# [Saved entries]
= = =

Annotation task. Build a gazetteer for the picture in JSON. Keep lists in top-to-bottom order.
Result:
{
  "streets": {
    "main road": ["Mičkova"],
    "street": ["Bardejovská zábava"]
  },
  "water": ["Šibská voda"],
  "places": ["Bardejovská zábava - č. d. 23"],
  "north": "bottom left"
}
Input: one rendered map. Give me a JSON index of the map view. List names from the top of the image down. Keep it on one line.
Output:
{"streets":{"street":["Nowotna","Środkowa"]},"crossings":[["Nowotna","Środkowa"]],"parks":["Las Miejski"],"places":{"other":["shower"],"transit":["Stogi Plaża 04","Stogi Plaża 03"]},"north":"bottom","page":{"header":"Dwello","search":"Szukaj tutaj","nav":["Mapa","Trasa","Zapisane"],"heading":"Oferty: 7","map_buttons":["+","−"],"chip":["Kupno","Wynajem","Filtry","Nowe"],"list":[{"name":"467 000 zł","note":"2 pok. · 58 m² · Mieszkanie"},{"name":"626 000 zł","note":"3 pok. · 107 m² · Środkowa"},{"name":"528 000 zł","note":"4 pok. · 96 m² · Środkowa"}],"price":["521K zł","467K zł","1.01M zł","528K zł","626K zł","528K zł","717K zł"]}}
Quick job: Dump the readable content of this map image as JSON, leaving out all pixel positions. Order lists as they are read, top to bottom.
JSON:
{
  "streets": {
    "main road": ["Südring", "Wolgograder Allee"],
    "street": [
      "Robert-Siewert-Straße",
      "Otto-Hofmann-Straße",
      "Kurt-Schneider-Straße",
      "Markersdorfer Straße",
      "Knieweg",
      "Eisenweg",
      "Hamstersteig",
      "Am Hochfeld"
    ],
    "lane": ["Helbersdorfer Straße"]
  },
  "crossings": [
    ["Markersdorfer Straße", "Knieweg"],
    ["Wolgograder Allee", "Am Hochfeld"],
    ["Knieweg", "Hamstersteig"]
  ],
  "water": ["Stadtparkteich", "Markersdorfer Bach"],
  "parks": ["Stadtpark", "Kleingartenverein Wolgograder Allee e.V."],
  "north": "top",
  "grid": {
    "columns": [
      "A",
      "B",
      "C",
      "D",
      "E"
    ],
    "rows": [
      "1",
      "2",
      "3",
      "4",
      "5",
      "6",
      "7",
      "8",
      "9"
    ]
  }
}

= = =

# [TASK ITEM]
Among the records, find all lines that include the string "lists" and return them.

# [REPLY]
Annotation task. Build a gazetteer for the picture in JSON. Keep lists in top-to-bottom order.
Quick job: Dump the readable content of this map image as JSON, leaving out all pixel positions. Order lists as they are read, top to bottom.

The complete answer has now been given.